■ What the task asks ■
Every record needs to come back as written, except for the pictures.

■ Data for this exercise ■

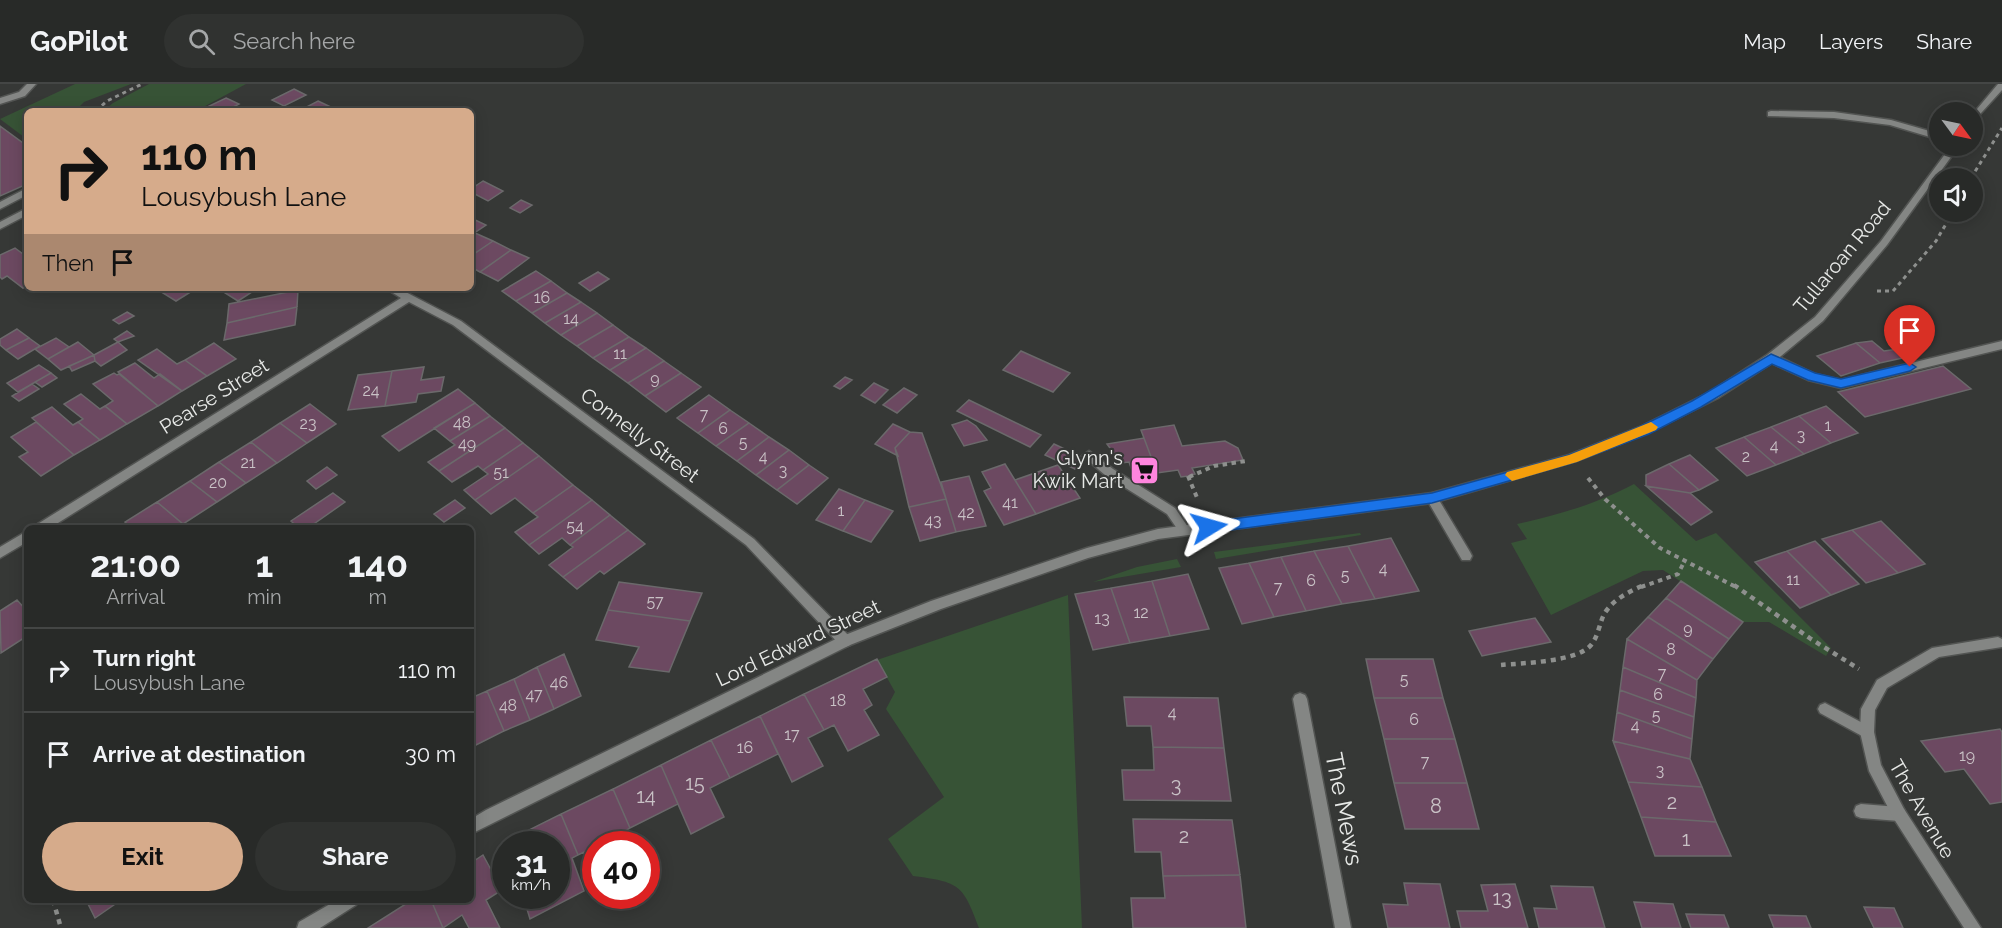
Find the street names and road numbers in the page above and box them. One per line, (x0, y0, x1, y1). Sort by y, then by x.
street label: Tullaroan Road (1788, 196, 1896, 318)
street label: Pearse Street (155, 353, 273, 439)
street label: Connelly Street (576, 383, 704, 488)
street label: Lord Edward Street (712, 594, 884, 692)
street label: The Mews (1319, 750, 1370, 868)
street label: The Avenue (1884, 755, 1960, 863)

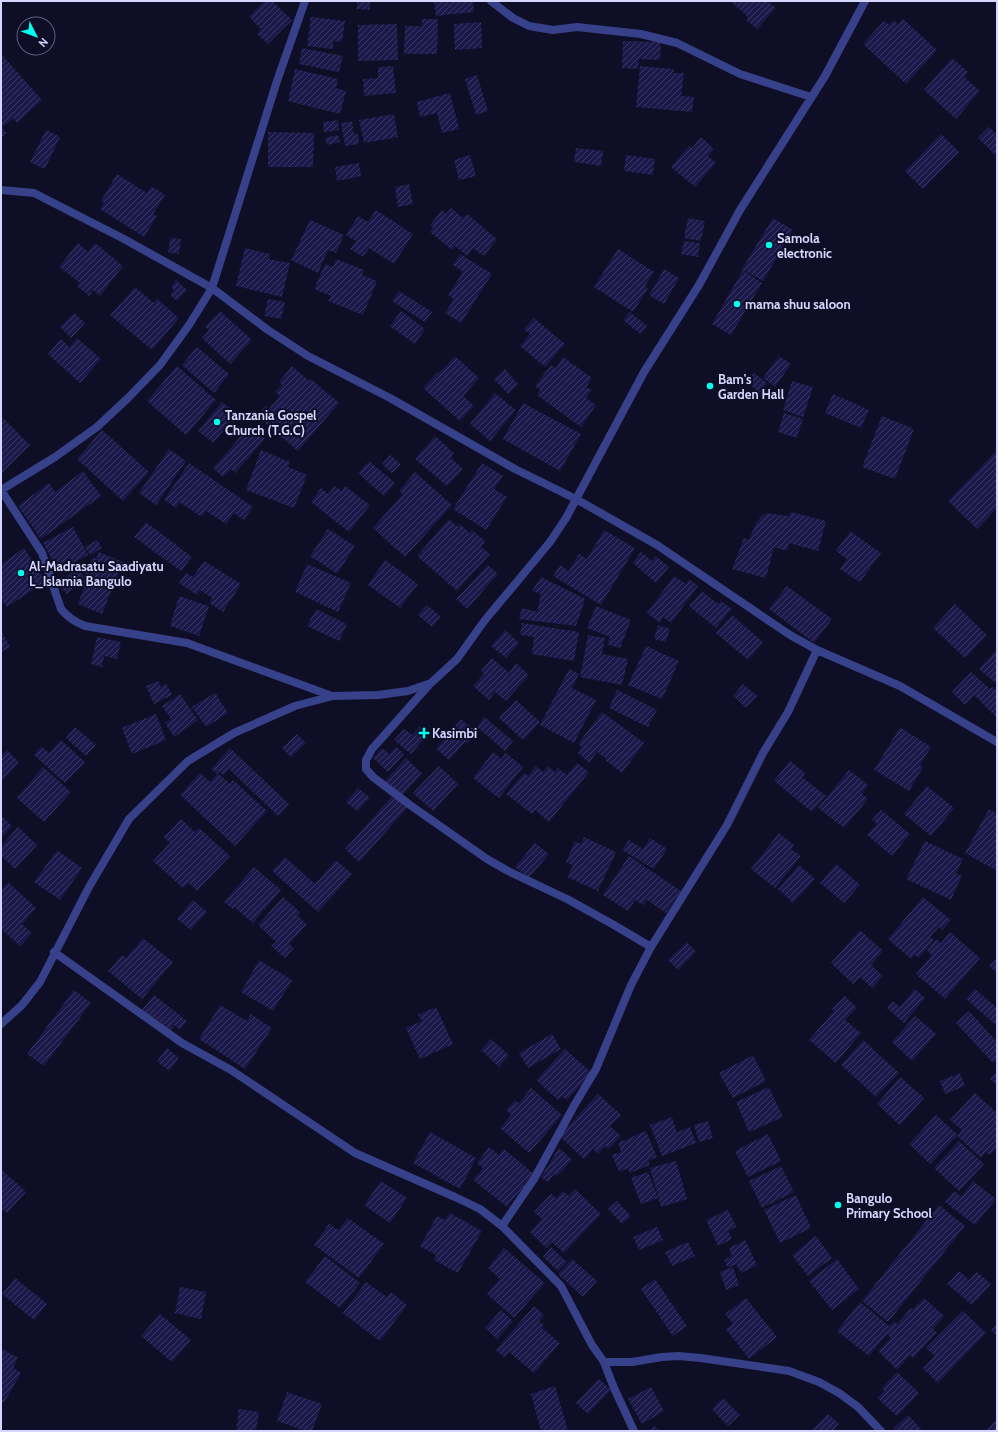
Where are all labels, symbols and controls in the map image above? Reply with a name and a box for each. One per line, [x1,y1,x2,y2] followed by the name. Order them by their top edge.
[16,16,56,56] north arrow
[36,35,51,50] text: N
[777,230,832,261] place label: Samola electronic
[764,240,774,250] marker: Samola electronic
[745,296,851,312] place label: mama shuu saloon
[732,299,742,309] marker: mama shuu saloon
[718,371,785,402] place label: Bam's Garden Hall
[705,381,715,391] marker: Bam's Garden Hall
[225,407,317,438] place label: Tanzania Gospel Church (T.G.C)
[212,417,222,427] marker: Tanzania Gospel Church (T.G.C)
[29,558,164,589] place label: Al-Madrasatu Saadiyatu L_Islamia Bangulo
[16,568,26,578] marker: Al-Madrasatu Saadiyatu L_Islamia Bangulo
[432,725,477,741] place label: Kasimbi
[419,728,429,738] marker: Kasimbi
[846,1190,932,1221] place label: Bangulo Primary School
[833,1200,843,1210] marker: Bangulo Primary School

■ Answer section ■
Find the street names and road numbers in the page above and box them. One per line, (x0, y0, x1, y1). Sort by y, then by x.
street label: Tullaroan Road (1788, 196, 1896, 318)
street label: Pearse Street (155, 353, 273, 439)
street label: Connelly Street (576, 383, 704, 488)
street label: Lord Edward Street (712, 594, 884, 692)
street label: The Mews (1319, 750, 1370, 868)
street label: The Avenue (1884, 755, 1960, 863)

Where are all labels, symbols and controls in the map image above? Reply with a name and a box for each. One per line, [x1,y1,x2,y2] followed by the name. Order them by their top edge.
[16,16,56,56] north arrow
[36,35,51,50] text: N
[777,230,832,261] place label: Samola electronic
[764,240,774,250] marker: Samola electronic
[745,296,851,312] place label: mama shuu saloon
[732,299,742,309] marker: mama shuu saloon
[718,371,785,402] place label: Bam's Garden Hall
[705,381,715,391] marker: Bam's Garden Hall
[225,407,317,438] place label: Tanzania Gospel Church (T.G.C)
[212,417,222,427] marker: Tanzania Gospel Church (T.G.C)
[29,558,164,589] place label: Al-Madrasatu Saadiyatu L_Islamia Bangulo
[16,568,26,578] marker: Al-Madrasatu Saadiyatu L_Islamia Bangulo
[432,725,477,741] place label: Kasimbi
[419,728,429,738] marker: Kasimbi
[846,1190,932,1221] place label: Bangulo Primary School
[833,1200,843,1210] marker: Bangulo Primary School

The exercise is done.